On March 25, the House of Representatives passed a bill described as a “package of fixes” to the law signed by the president. The added legislation is expected to attach $60 billion to the health care overhaul, bringing its total price tag to $940 billion over 10 years, according to estimates from the Congressional Budget Office.
Chicago-area physician Jihad Shoshara said he thinks the current American medical system has two major flaws.
“One is there is an excessive amount of waste of money, as far as it is a for-profit system so there is not a major incentive to cut costs,” Shoshara said. “The second big problem is that it didn’t cover everybody, and from a moral standpoint that is unacceptable in America today.”
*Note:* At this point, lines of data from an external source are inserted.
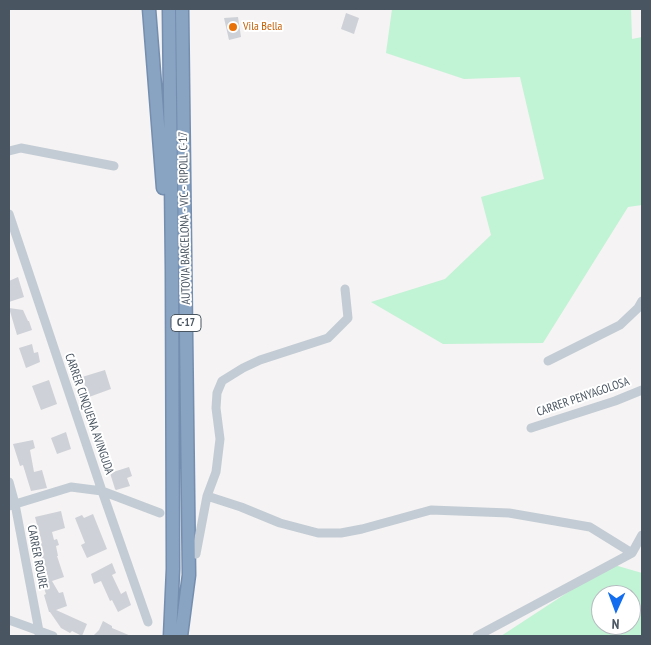 <!DOCTYPE html>
<html>
<head>
<meta charset="utf-8">
<style>
  body { margin:0 }
  #map { position:relative; width:651px; height:645px; overflow:hidden; background:#f5f3f3; font-family:"PT Sans Narrow",sans-serif }
  canvas { display:block }
  .frame { position:absolute; inset:0; border:10px solid #495561; pointer-events:none }
  .north { position:absolute; left:591px; top:585px; width:50px; height:50px; box-sizing:border-box; background:#fff; border:1px solid #b6bbc0; border-radius:50%; rotate:182deg; font-size:14px; font-weight:700; line-height:20px; text-align:center; color:#495561 }
  .north::after { content:''; display:block; margin:auto; width:18px; height:22px; background:#126def; clip-path:polygon(50% 0,100% 100%,50% 72%,0 100%) }
</style>
</head>
<body>
<div id="map">
<canvas width="651" height="645"></canvas>
<div class="frame"></div>
<div class="north">N</div>
</div>
<script>
const ctx = document.querySelector('canvas').getContext('2d');
ctx.lineJoin = 'round';
function paint(path, color) { ctx.fillStyle = color; ctx.fill(path, 'evenodd'); }
const shape = rows => new Path2D(rows.map(r => 'M' + r).join(''));
function trace(path, color, width, dash) { ctx.strokeStyle = color; ctx.lineWidth = width; ctx.lineCap = dash ? 'butt' : 'round'; ctx.setLineDash(dash || []); ctx.stroke(path); }
function label(font, color, halo, rows, align = 'center') {
  ctx.font = font + ' "PT Sans Narrow",sans-serif'; ctx.lineWidth = 4; ctx.setLineDash([]); ctx.textBaseline = 'middle'; ctx.strokeStyle = halo; ctx.fillStyle = color; for (const [text, x, y, turn = 0] of rows) {
    ctx.save(); ctx.translate(x, y); ctx.rotate((+turn || 0) * Math.PI / 180); ctx.textAlign = isNaN(turn) ? turn : align; if (halo) ctx.strokeText(text, 0, 0); ctx.fillText(text, 0, 0); ctx.restore();
  }
}
paint(shape([
  [392,9,631,9,632,39,642,37,642,205,628,207,543,343,443,344,371,302,445,279,491,235,481,197,544,179,520,77,464,79,386,53],
  [611,564,642,573,642,636,501,636],
  [601,595,631,595,631,625,601,625]
]), '#c1f3d5');
paint(shape([
  [346,13,359,18,354,34,341,29],
  [238,17,241,37,229,40,224,18],
  [18,277,24,297,9,302,9,281],
  [9,308,23,310,28,321,29,321,32,330,17,335],
  [32,344,34,353,38,352,40,362,26,368,19,348],
  [105,370,111,389,89,397,82,377],
  [49,380,57,404,41,410,32,386],
  [66,432,71,449,57,454,51,438],
  [33,440,35,448,30,450,34,472,42,470,47,488,31,491,23,465,20,466,13,444],
  [129,467,132,476,127,478,130,486,116,490,115,489,110,473],
  [61,511,65,528,52,532,54,540,57,539,59,545,56,546,58,556,57,556,64,577,52,581,59,593,63,592,67,606,56,610,87,624,82,636,72,631,70,633,61,628,50,612,49,612,44,595,46,594,38,571,44,569,40,550,37,551,36,545,42,543,35,517],
  [93,514,107,549,87,558,81,545,85,543,75,518,82,515,84,518],
  [112,563,116,573,112,575,121,594,126,591,131,605,118,612,112,600,110,601,101,581,94,584,91,574],
  [103,621,112,626,112,628,131,636,93,636,99,630]
]), '#ced1d7');
const highway = shape([
  [149,9,163,188],
  [169,9,172,270,173,569,170,636],
  [181,636,189,575,182,9]
]);
trace(highway, '#748eaf', 15);
trace(shape([
  [9,151,21,148,114,166],
  [9,214,102,491,148,622],
  [548,361,620,325,638,308,642,301],
  [531,428,615,401,642,390],
  [9,482,15,504,39,631,39,636],
  [207,496,216,472,220,439,216,408,217,393,222,381,243,368,260,360,328,338,348,318,345,289],
  [9,506,71,487,102,491,160,513],
  [632,553,642,535],
  [196,554,207,496,241,507,280,523,318,533,341,533,362,529,431,510,509,513,590,527,632,553],
  [9,620,53,636],
  [477,636,632,553]
]), '#c3ccd4', 9);
trace(highway, '#89a3c3', 12);
for (const [x, y, r, color] of [
  [233,27,5,"#e8710a"]
]) { const dot = new Path2D(); dot.arc(x, y, r, 0, 2 * Math.PI); ctx.fillStyle = color; ctx.fill(dot); trace(dot, '#fff', 2); }
for (const [x, y, w] of [
  [186,323,30]
]) { const box = new Path2D(); box.roundRect(x - w / 2, y - 8.5, w, 17, 4); ctx.fillStyle = '#fff'; ctx.fill(box); trace(box, '#495561', 1); }
label('bold 11px', '#495561', null, [
  ["C-17",186,323]
]);
label('12px', '#c56008', '#fff', [
  ["Vila Bella",243,27]
], 'left');
label('12px', '#495561', '#fff', [
  ["AUTOVIA BARCELONA - VIC - RIPOLL C-17",185,218,-91],
  ["CARRER PENYAGOLOSA",583,397,-19],
  ["CARRER CINQUENA AVINGUDA",89,414,71],
  ["CARRER ROURE",37,557,79]
]);
</script>
</body>
</html>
Shoshara said the new law may help stave off financial disaster. He said many uninsured Americans never see a primary-care physician and seek treatment at hospital emergency rooms only after illnesses become unbearable.
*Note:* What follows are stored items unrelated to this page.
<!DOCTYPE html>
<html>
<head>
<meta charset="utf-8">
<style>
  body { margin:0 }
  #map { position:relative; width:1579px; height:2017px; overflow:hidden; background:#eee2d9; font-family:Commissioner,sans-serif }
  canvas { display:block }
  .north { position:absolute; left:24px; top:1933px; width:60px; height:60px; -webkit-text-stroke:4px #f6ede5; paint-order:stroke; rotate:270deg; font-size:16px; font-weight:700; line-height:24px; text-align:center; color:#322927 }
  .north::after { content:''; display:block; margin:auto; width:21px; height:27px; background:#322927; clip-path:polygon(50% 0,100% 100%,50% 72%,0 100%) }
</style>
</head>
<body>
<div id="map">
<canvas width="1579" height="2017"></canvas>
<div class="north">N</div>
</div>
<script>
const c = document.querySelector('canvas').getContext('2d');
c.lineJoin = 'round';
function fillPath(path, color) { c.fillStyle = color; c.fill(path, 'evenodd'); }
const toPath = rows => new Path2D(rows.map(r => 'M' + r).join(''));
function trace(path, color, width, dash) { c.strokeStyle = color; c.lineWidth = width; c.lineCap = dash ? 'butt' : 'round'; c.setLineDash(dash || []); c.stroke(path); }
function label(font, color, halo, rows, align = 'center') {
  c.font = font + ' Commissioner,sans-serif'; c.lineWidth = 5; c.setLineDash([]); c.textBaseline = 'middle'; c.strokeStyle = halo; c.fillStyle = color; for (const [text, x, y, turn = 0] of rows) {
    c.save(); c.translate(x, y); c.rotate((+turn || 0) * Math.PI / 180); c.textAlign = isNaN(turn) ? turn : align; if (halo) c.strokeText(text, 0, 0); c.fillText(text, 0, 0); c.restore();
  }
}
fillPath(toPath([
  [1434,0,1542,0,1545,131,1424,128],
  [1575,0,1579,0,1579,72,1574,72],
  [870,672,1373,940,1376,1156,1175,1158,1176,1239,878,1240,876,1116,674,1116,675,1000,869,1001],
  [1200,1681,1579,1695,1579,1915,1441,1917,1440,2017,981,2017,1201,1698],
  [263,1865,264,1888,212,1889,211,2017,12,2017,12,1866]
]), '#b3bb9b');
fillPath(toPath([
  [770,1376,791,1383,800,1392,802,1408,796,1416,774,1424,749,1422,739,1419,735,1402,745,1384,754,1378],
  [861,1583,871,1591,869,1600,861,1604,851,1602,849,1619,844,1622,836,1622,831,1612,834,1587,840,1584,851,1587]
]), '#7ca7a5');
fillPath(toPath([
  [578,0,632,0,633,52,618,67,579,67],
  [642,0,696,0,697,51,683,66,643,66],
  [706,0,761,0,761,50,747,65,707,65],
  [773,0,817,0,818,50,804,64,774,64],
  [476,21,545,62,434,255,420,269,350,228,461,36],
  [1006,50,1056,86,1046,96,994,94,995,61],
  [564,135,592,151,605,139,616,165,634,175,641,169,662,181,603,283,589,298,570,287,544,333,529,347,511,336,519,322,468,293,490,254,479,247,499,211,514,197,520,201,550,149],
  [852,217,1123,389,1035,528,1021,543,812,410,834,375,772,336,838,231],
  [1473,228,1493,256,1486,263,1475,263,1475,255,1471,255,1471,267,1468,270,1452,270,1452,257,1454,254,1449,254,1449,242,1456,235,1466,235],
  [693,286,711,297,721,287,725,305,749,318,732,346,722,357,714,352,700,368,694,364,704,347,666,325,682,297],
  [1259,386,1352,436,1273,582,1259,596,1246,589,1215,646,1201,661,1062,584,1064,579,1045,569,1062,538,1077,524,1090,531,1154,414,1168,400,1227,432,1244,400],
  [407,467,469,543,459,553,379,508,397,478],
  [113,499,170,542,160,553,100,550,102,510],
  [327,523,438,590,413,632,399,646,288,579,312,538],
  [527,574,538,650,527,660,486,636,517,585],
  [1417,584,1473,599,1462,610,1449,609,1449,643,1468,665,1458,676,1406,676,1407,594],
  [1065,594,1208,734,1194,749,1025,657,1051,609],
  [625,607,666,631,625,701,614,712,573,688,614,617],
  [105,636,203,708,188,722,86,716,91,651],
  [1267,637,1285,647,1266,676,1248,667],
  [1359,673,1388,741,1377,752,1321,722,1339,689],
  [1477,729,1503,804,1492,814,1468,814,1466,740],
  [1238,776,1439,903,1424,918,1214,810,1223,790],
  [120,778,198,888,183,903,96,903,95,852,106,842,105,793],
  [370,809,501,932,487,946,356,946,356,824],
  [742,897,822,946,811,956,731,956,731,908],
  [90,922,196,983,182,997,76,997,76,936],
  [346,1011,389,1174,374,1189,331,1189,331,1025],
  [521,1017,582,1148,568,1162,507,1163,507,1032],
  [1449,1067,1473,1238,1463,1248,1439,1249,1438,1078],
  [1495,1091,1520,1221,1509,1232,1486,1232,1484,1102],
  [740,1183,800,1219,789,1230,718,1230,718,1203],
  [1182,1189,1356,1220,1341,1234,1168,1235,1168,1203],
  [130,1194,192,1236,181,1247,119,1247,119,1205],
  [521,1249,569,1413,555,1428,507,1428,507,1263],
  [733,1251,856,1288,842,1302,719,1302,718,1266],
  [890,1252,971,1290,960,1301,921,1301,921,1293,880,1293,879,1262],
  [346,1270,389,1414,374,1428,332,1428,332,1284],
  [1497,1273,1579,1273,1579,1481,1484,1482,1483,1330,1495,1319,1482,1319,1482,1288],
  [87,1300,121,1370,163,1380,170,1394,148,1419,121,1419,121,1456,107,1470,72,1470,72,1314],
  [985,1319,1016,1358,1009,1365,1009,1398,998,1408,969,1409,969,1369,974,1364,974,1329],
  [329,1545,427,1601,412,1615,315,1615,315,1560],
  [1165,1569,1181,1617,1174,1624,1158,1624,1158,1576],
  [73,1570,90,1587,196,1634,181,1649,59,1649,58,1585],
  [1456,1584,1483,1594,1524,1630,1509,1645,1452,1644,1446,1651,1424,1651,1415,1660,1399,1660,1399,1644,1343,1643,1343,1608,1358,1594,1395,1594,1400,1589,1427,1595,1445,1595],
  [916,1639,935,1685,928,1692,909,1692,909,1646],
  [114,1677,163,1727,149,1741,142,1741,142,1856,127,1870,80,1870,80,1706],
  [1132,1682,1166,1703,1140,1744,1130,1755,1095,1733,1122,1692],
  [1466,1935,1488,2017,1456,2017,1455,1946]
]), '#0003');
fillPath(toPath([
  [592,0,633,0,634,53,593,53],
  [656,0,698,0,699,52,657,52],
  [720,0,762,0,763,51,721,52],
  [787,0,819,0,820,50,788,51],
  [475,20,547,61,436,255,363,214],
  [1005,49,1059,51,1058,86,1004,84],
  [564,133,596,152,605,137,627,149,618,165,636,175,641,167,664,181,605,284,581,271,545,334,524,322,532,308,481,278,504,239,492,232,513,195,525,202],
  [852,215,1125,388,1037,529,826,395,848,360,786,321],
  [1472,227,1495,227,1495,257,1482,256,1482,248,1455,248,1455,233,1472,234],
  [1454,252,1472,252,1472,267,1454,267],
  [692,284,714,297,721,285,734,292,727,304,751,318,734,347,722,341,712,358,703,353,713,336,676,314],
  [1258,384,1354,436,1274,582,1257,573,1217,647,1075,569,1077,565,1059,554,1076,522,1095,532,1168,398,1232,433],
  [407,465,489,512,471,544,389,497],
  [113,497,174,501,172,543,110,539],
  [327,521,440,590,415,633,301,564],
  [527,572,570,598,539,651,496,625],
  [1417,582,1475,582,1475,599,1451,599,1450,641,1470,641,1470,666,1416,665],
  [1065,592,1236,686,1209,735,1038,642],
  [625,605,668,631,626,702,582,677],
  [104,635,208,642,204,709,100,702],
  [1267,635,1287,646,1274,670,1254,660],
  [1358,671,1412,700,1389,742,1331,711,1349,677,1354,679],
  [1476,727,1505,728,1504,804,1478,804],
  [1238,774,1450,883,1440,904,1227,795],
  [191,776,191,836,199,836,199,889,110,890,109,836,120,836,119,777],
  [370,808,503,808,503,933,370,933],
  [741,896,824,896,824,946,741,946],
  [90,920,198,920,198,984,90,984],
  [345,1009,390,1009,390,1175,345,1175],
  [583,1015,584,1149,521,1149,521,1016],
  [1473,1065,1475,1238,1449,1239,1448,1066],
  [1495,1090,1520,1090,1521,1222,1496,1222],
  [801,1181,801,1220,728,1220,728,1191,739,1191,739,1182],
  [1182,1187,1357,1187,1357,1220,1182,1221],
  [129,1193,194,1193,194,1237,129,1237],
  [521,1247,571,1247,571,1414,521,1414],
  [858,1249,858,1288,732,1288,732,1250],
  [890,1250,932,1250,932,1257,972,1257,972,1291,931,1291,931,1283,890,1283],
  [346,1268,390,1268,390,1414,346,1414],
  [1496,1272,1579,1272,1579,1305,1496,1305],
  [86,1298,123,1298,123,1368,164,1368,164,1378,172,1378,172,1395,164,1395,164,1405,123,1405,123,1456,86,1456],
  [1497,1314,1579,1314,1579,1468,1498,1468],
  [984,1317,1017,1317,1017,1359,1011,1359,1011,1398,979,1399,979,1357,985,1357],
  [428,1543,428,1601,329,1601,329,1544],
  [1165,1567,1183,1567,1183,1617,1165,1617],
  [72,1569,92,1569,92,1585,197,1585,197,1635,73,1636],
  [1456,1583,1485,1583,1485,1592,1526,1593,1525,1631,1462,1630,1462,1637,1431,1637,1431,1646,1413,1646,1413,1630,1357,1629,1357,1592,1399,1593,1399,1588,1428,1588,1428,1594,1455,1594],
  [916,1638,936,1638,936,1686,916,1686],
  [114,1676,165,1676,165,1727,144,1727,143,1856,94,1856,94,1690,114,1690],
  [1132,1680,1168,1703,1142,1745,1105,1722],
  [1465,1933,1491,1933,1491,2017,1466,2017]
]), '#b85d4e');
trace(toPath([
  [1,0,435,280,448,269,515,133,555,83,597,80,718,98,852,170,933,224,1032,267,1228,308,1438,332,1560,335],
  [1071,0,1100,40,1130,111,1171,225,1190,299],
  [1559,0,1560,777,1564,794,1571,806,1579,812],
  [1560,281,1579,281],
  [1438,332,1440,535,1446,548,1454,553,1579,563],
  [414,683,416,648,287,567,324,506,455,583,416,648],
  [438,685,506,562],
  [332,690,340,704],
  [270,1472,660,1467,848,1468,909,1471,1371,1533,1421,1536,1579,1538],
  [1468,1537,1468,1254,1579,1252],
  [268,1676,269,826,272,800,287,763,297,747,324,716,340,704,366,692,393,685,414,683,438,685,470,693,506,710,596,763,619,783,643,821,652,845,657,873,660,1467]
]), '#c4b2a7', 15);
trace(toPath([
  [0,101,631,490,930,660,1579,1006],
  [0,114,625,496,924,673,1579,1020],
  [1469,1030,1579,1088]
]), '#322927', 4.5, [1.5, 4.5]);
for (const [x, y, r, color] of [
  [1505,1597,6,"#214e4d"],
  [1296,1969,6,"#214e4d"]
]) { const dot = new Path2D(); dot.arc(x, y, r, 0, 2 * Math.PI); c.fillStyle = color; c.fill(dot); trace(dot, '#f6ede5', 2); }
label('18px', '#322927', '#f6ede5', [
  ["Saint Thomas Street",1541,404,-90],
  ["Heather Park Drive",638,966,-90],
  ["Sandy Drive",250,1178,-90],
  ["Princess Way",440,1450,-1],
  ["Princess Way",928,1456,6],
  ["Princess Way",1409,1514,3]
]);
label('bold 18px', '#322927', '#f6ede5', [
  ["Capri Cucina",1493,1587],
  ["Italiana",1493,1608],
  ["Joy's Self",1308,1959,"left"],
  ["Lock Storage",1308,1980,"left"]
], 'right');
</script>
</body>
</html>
Emergency rooms in the United States are required by law to treat patients and cannot turn anyone away, regardless of whether they can pay.
“They go to the emergency rooms, and [hospitals] end up providing very expensive medical treatment that will not be reimbursed,” Shoshara said. “What do the hospitals do to compensate for that? They try to drive up costs elsewhere to be able to cover those costs.”
Hospitals then provide more services than are medically necessary, Shoshara said. To offset losses in treating uninsured patients, hospitals run extra tests using expensive equipment. This drives up the overall costs to the health system, Shoshara said.
Despite some reservations about the health bill, Shoshara said he thinks it is a good start.
“I think it is making a very positive step in that it covers most people,” Shoshara said, adding he wished the bill included more cost-cutting measures. “But I hope these holes get closed as time goes on.”
American medical associations remain divided over the health bill, although most support some type of medical reform. The new law is backed by most primary-care physician associations because it is expected to increase patient visits for their doctors. Many associations representing specialists opposed the bill, seeing in it measures they said target their members because they charge more for services.
In many cases, organizations that represent both specialists and primary-care physicians have not adopted an official position on the health bill. The National Arab American Medical Association (NAAMA), whose membership represents an array of medical professionals, had no comment on the issue.
Nursing professionals will be affected by the law, said Rose Khalifa, president and founder of the National American Arab Nurses Association (NAANA). Although NAANA did not have an official position on the health legislation, Khalifa said it will help those who need it most.
“We are hopeful that this historical legislation will be as beneficial as we anticipate it should be,” Khalifa said, adding that NAANA supports nursing initiatives contained in the legislation.
Following the bill’s implementation, Khalifa said, there will be a demand for more nurses to care for a larger base of patients. Khalifa praised public officials who added provisions to the legislation that will provide funding for scholarships and education programs for nurses.
“We were very pleased that this was considered because we not only have a national shortage but a worldwide shortage of nurses,” Khalifa said. “We are currently experiencing a shortage at the physician base, so we can only imagine how it will be when a greater number of people need access to health care.”